Why is this question important?
Double insurance occurs where an insured holds two or more policies which respond to the same risk or are in respect of the same subject matter.
Understanding double insurance allows insureds to maximise coverage (and commercial flexibility) but double insurance does not mean double recovery.
What is the law?
The seminal authority on double insurance in Australia is Albion Insurance Co Ltd v Government Insurance Office of NSW (1969) 121 CLR 342, which stands for the following proposition:
There is double insurance when an insured is insured against the same risk with two independent insurers. To insure doubly is lawful but the insured cannot recover more than the loss suffered and for which there is indemnity under each of the policies. The insured may claim indemnity from either insurer.
This position is also reflected in section 76 of the Insurance Contracts Act 1984 (Cth) (ICA) (which came later in time from the High Court decision in Albion):
- When two or more insurers are liable under separate insurance contracts to the same insured in respect of the same loss, the insured is entitled immediately to recover from any one or more of those insurers such amount as will, or such amounts as will in the aggregate, indemnify the insured fully in respect of the loss.
- This section does not allow an insured to recover an amount that exceeds:
- the sum insured under the contract between the insured and that insurer; or
- the amount of the loss.
Insured may not double recover
Australian courts have consistently demonstrated that double insurance is not a matter of election, because the rights available under each policy are coordinate, and not inconsistent (see WSP Structures Pty Ltd v Liberty Mutual Insurance Company t/as Liberty Specialty Markets [2023] FCA 1157).
An insured can pursue its rights under both policies until it is paid by an insurer for a claim. That is, when money has actually changed hands – a mere grant of indemnity which is subject to material facts to be determined or which is not yet performed will not be sufficient. Once money has changed hands and the loss is recovered, there is nothing left for the second insurer to indemnify.
No common law duty to disclose double insurance (though there may be under contract)
There is no common law duty for an insured to disclose to an insurer that part of a risk is already insured under a separate policy, but insurers may seek to include this as a term in their policy.

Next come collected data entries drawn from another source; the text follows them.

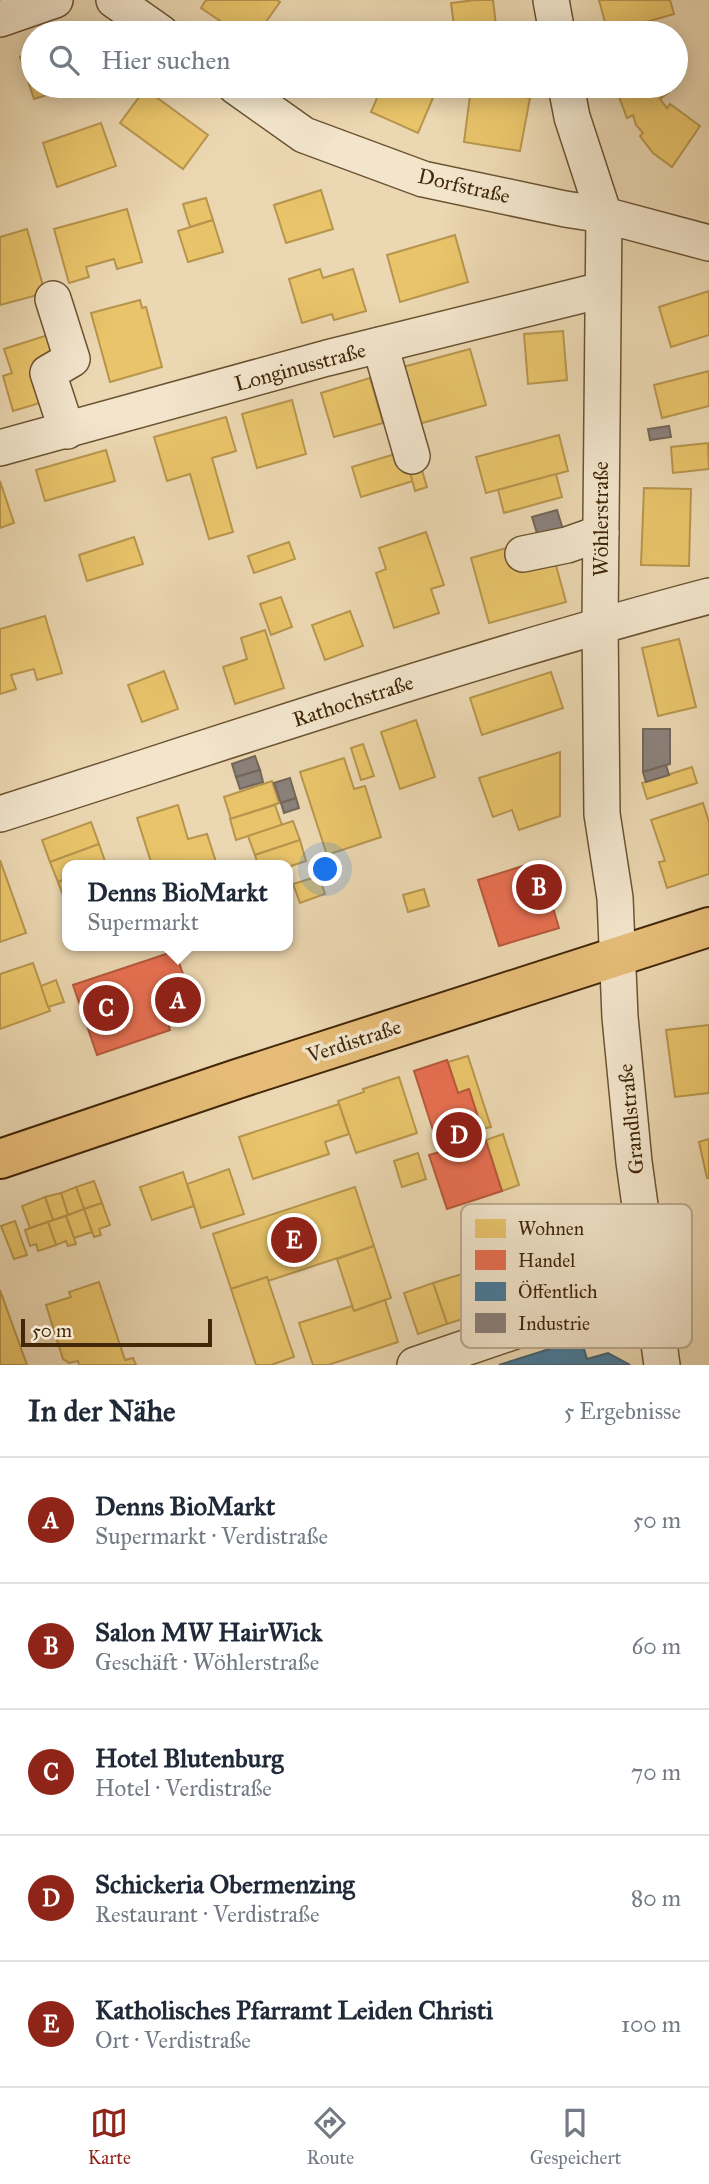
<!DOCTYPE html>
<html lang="de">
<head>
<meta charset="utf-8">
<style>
  :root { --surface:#fff; --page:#f6f6f7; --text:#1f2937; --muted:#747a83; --line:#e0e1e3; --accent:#8f2418 }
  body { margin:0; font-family:"IM FELL Great Primer",serif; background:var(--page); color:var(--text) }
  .scale { position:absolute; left:21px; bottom:18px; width:191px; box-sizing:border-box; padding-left:7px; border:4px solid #422708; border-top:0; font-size:19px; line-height:24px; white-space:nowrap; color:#422708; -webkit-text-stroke:5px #f2e5cc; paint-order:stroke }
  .you { position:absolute; left:326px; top:870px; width:24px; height:24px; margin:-18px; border:5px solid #fff; border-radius:50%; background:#1a73e8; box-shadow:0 0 0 10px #1a73e833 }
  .badge { display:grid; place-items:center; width:46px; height:46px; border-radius:50%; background:var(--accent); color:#fff; font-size:23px; font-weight:700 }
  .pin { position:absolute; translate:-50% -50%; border:4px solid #fff; box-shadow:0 2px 7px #0006 }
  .popup { position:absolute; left:62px; top:860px; width:231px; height:91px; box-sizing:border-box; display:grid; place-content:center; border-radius:14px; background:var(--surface); filter:drop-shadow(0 2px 5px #0005); font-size:23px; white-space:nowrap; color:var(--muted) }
  .popup b { font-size:26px; color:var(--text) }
  .popup::after { content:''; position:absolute; left:50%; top:100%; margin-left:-14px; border:14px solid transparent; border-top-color:var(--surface) }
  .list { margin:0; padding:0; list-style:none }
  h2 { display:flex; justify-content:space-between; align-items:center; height:91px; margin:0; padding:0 28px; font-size:30px }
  h2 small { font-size:23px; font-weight:400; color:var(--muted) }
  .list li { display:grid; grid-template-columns:46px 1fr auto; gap:21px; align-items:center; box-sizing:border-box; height:126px; padding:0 28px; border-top:2px solid var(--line) }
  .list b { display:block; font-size:26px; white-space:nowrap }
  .list p { margin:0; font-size:23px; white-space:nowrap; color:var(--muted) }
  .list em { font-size:23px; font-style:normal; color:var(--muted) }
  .icon { flex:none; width:38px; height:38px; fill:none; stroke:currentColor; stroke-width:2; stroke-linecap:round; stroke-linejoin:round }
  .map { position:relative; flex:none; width:709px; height:1365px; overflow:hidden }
  .search { position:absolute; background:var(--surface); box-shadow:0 4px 18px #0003; left:21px; right:21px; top:21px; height:77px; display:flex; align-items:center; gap:18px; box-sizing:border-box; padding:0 24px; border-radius:38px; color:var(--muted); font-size:26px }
  .sheet { height:721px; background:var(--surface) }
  nav { display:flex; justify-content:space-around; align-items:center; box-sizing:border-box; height:98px; border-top:2px solid var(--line); background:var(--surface); font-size:19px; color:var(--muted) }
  nav a { display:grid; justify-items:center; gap:4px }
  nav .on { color:var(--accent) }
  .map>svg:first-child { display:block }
  .homes { fill:#e9c46a; stroke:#b7954d; stroke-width:2 }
  .shops { fill:#e76f51; stroke:#b6593b; stroke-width:2 }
  .public { fill:#457b9d; stroke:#446270; stroke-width:2 }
  .industry { fill:#8a817c; stroke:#746659; stroke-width:2 }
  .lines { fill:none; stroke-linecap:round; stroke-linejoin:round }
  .minor-casing { stroke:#6c5332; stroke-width:38 }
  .major-casing { stroke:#422708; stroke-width:42 }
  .minor { stroke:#f2e5cc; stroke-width:35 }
  .major { stroke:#e6bc78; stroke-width:38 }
  .labels { text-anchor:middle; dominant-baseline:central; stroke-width:7; stroke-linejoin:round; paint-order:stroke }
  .street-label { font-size:21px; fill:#422708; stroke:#f2e5cc }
  .key { fill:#f2e5cc; stroke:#bdac91; stroke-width:2 }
  .key-label { font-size:19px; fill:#422708 }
</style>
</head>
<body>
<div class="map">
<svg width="709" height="1365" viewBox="0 0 709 1365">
  <rect width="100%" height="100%" fill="#ebd7b1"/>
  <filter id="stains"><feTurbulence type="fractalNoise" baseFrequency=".00286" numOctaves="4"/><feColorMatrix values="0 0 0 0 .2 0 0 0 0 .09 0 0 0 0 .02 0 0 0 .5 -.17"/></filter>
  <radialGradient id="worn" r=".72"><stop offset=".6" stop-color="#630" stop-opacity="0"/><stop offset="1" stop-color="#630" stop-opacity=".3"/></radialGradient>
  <!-- homes -->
  <g class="homes">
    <polygon points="206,0 277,0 280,2 258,33 238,33 201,8"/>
    <polygon points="475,0 493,0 497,33 455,33 451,3"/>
    <polygon points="599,0 670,0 674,14 608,33"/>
    <polygon points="33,53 33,86 75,86 34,99 20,57"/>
    <polygon points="382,86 438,86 418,133 371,112"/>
    <polygon points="615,86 665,86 669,92 660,99 667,108 670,104 700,126 672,167 653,153 640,136 643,133 636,125 633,115 627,118"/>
    <polygon points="471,88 530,98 520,151 464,142"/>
    <polygon points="145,89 208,135 183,169 120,123"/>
    <polygon points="101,123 116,166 57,187 43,143"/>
    <polygon points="321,190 333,229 286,243 274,205"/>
    <polygon points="206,198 213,220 190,227 183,204"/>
    <polygon points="127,209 142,262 117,269 114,259 86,267 89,277 69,283 54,229"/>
    <polygon points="213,220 223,252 188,262 178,231"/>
    <polygon points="27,229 45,293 0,305 0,237"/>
    <polygon points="455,235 468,282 400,302 387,255"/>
    <polygon points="320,269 323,278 353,269 366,311 334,320 332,314 302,323 289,279"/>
    <polygon points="709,291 709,335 671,347 659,307"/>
    <polygon points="140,300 142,308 146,307 162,367 110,382 91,313"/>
    <polygon points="563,331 567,380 528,384 524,334"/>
    <polygon points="48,335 55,361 50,400 13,411 3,376 12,373 4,349"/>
    <polygon points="470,349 486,405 419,424 403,367"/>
    <polygon points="709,371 709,406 662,418 654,385"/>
    <polygon points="370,378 383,423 334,437 321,393"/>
    <polygon points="292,400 306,454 257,468 242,414"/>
    <polygon points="226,417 236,451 212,458 233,532 209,539 190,474 167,481 154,437"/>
    <polygon points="559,435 568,471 486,493 476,457"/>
    <polygon points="708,443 709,469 673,473 671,447"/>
    <polygon points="106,450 115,481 45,501 36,470"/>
    <polygon points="405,451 413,481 361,497 352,467"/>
    <polygon points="418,457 427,487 415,491 407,460"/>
    <polygon points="556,474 562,497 504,513 498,490"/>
    <polygon points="0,481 14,523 0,528"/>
    <polygon points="644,488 691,489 689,566 641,565"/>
    <polygon points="426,532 444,585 431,589 439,613 394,628 376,573 386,569 379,548"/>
    <polygon points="134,537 143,564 87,581 79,555"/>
    <polygon points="289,542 295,559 254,573 248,556"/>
    <polygon points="510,547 554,558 566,602 489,623 471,558"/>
    <polygon points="281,597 292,627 271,635 260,604"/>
    <polygon points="350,611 363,646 325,660 312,625"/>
    <polygon points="45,616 62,673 37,680 34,669 11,675 16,689 0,694 0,629"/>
    <polygon points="265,630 284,688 235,704 223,667 247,659 241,638"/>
    <polygon points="679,639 696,707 658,716 642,648"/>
    <polygon points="164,671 178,709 142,722 128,685"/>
    <polygon points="551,672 563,708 482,735 470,698"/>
    <polygon points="416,720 435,777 400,789 381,732"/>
    <polygon points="363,744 374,776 361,780 351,748"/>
    <polygon points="560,752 560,816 519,830 512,810 493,817 479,778"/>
    <polygon points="344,758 354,789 365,786 381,837 327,855 300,772"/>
    <polygon points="692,767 697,783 647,799 642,783"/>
    <polygon points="272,781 279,803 231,819 224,797"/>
    <polygon points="703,803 709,822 709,874 667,888 659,862 665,861 651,820"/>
    <polygon points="178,805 188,839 207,834 217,865 152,865 137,818"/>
    <polygon points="275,805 282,825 236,840 230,819"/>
    <polygon points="293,821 300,840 255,855 248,836"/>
    <polygon points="91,822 99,844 50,862 42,840"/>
    <polygon points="300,840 306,861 288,867 258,865 255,855"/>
    <polygon points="99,844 106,864 68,865 68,878 58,882 50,862"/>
    <polygon points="0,860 26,933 0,942"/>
    <polygon points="319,876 325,894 300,903 293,884"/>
    <polygon points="68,878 68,899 65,901 58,882"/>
    <polygon points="424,889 429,906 408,912 403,895"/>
    <polygon points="33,963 50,1011 0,1029 0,974"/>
    <polygon points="56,980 64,1002 48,1007 41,986"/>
    <polygon points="709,1025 709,1093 675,1097 666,1030"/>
    <polygon points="468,1056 491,1127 482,1129 469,1089 458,1093 448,1062"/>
    <polygon points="399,1077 417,1133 356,1153 338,1101 364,1092 363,1089"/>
    <polygon points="339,1104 349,1134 325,1142 329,1154 253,1179 239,1137"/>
    <polygon points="503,1134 519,1185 502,1191 486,1140"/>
    <polygon points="709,1139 709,1178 707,1178 699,1142"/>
    <polygon points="418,1153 426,1179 402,1187 394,1161"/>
    <polygon points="229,1169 244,1214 201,1228 187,1184"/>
    <polygon points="183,1172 194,1206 152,1220 140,1187"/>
    <polygon points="94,1181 102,1203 84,1209 76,1187"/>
    <polygon points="76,1187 84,1209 68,1215 61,1193"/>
    <polygon points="355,1187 374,1246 268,1281 267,1277 231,1289 213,1234"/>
    <polygon points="61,1193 68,1215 53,1220 45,1197"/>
    <polygon points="45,1197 53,1220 30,1228 22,1206"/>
    <polygon points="102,1203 110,1225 99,1229 101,1235 94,1237 84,1209"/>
    <polygon points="578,1207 599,1267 558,1282 536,1222"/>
    <polygon points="84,1209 92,1232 74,1238 66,1216"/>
    <polygon points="66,1216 76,1244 68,1246 66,1241 56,1245 48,1222"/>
    <polygon points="15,1221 27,1255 14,1259 1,1226"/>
    <polygon points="48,1222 56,1245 38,1251 36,1244 30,1246 25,1230"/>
    <polygon points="374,1246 391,1298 354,1311 337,1259"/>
    <polygon points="462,1274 475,1315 447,1324 433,1283"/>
    <polygon points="267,1277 294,1357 271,1365 256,1365 231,1289"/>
    <polygon points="99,1282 125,1360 133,1358 136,1365 79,1365 78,1361 69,1363 63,1359 46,1305 71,1297 69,1292"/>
    <polygon points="433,1283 447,1324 418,1334 404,1293"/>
    <polygon points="0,1290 27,1365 0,1365"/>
    <polygon points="385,1300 398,1342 328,1365 313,1365 299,1323 352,1306 354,1311"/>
  </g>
  <!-- shops -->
  <g class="shops">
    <polygon points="539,861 559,928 499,946 478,880"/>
    <polygon points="175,951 194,1006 166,1016 170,1030 97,1055 73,985"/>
    <polygon points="447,1060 458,1093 469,1089 502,1191 447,1209 429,1155 440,1152 414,1071"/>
  </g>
  <!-- public -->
  <polygon class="public" points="581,1339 587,1359 608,1353 630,1365 499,1365"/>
  <!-- industry -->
  <g class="industry">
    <polygon points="669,426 671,437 650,440 648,429"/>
    <polygon points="557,510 565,536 540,543 532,517"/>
    <polygon points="643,729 670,729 670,764 643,772"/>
    <polygon points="255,756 260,770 236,777 232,764"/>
    <polygon points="666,765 669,775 646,782 643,772"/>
    <polygon points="260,770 263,782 240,789 236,777"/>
    <polygon points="290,778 296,798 281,803 274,783"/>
    <polygon points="296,798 299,808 284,813 281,803"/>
  </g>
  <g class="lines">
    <defs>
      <g id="minor">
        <polyline points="114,0 161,33"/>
        <polyline points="551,0 557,33"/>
        <polyline points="0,19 55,0"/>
        <polyline points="235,86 304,135 423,179 565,209 604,215 709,243"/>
        <polyline points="566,86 572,117 604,215 600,624 602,814 615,898 620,1017 634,1162 662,1365"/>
        <polyline points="53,299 72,359 48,373 67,431"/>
        <polyline points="380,345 412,456"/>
        <polyline points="0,448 327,358 602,290"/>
        <polyline points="523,554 567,545 601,533"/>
        <path d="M0 814C235 739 470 659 709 596"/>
        <polyline points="415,1365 651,1285"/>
      </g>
      <polyline id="major" points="0,1159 237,1079 709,927"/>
    </defs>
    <!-- minor casing -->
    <use href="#minor" class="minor-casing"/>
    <!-- major casing -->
    <use href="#major" class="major-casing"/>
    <!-- minor -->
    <use href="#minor" class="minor"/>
    <!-- major -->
    <use href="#major" class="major"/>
  </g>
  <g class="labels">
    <!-- street labels -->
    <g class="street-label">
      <text transform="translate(464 186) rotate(13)">Dorfstraße</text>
      <text transform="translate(300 367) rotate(-15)">Longinusstraße</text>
      <text transform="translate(601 519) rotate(-90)">Wöhlerstraße</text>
      <text transform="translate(353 701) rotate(-18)">Rathochstraße</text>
      <text transform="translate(354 1041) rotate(-18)">Verdistraße</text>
      <text transform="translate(631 1119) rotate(-96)">Grandlstraße</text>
    </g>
  </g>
  <!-- legend -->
  <rect x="461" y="1204" width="231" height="144" rx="10" class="key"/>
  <rect x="475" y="1219" width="31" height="19" fill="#e9c46a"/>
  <rect x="475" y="1250" width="31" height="20" fill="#e76f51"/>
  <rect x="475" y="1282" width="31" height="19" fill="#457b9d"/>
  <rect x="475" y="1313" width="31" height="20" fill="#8a817c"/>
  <g class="key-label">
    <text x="518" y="1235">Wohnen</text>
    <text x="518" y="1267">Handel</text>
    <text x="518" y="1298">Öffentlich</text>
    <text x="518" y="1330">Industrie</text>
  </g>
  <rect width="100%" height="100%" filter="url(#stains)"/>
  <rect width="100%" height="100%" fill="url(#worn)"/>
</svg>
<div class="scale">50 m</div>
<div class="you"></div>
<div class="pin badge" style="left:178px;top:1000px">A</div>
<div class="popup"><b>Denns BioMarkt</b>Supermarkt</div>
<div class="pin badge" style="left:539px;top:887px">B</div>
<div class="pin badge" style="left:106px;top:1008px">C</div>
<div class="pin badge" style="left:459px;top:1135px">D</div>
<div class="pin badge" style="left:294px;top:1240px">E</div>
<div class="search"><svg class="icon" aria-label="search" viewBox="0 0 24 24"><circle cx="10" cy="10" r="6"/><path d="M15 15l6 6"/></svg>Hier suchen</div>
</div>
<section class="sheet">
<h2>In der Nähe<small>5 Ergebnisse</small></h2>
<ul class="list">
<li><span class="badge">A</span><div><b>Denns BioMarkt</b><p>Supermarkt · Verdistraße</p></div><em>50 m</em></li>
<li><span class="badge">B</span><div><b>Salon MW HairWick</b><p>Geschäft · Wöhlerstraße</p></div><em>60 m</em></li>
<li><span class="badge">C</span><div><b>Hotel Blutenburg</b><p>Hotel · Verdistraße</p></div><em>70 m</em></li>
<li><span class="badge">D</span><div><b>Schickeria Obermenzing</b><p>Restaurant · Verdistraße</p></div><em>80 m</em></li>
<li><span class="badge">E</span><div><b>Katholisches Pfarramt Leiden Christi</b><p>Ort · Verdistraße</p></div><em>100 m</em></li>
</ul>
</section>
<nav>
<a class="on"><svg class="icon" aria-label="map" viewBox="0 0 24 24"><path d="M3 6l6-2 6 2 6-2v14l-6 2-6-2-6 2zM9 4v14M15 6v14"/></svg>Karte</a>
<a><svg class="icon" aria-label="directions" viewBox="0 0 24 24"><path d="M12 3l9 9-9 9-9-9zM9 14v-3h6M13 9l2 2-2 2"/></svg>Route</a>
<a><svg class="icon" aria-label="saved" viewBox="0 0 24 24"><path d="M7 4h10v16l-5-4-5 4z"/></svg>Gespeichert</a>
</nav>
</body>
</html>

To this end, section 45 of the ICA provides that a term in an insurance contract which purports to limit or exclude cover on the basis that the insured has other cover available to it is void and unenforceable. However, an insurer may include a term that cover will only be available for loss which is not covered under another, specified policy – this is within the bounds of section 45, provided that the underlying policy is specified with sufficient particularity or is otherwise listed as an exception in section 45. In order for section 45 to apply, the same insured must actually hold both policies (i.e., an insured cannot be a third party beneficiary or ‘additional insured’ under the second policy) (see Zurich Australian Insurance Ltd v Metals & Minerals Insurance Pte Ltd (2009) 240 CLR 191).
Contribution
Where multiple policies respond, an insured may choose, as a matter of commercial judgement, the policy against which it will seek to recover. But equity will protect an insurer who has to suffer the ‘whole burden’ of the loss, where other insurers hold a common obligation to indemnify (see e.g., AMP Workers’ Compensation Services (NSW) Ltd v QBE Insurance Ltd (2001) 53 NSWLR 35 at [24]).
Section 76(3) of the ICA provides that:
(3) Nothing in this section prejudices the rights of an insurer or insurers from whom the insured recovers an amount or amounts in accordance with this section to contribution from any other insurer liable in respect of the same loss.
An insurer may seek contribution directly from another insurer (rather than relying on a subrogated claim in the name of the insured). This does not affect the insured’s rights to recover and the Court will determine how the indemnity amount should be apportioned.
What are the practical implications?
- When a claim arises, insureds should consider all of the possible policies that might respond.
- There may be commercial reasons for choosing to pursue one over another (for example, where a policy limit may be eroded by other policy-holders or where there are ongoing commercial relationships with insurers) and a combination of policies may be required to cover the whole of the loss (where it exceeds the cover available under one policy alone).
- An experienced broker can help insureds assess their current level of cover and identify gaps and overlaps that exist.
- Insurers seeking to position their policy as operating in excess of other available cover must ensure those other policies are expressly identified, as required by section 45(2) of the ICA.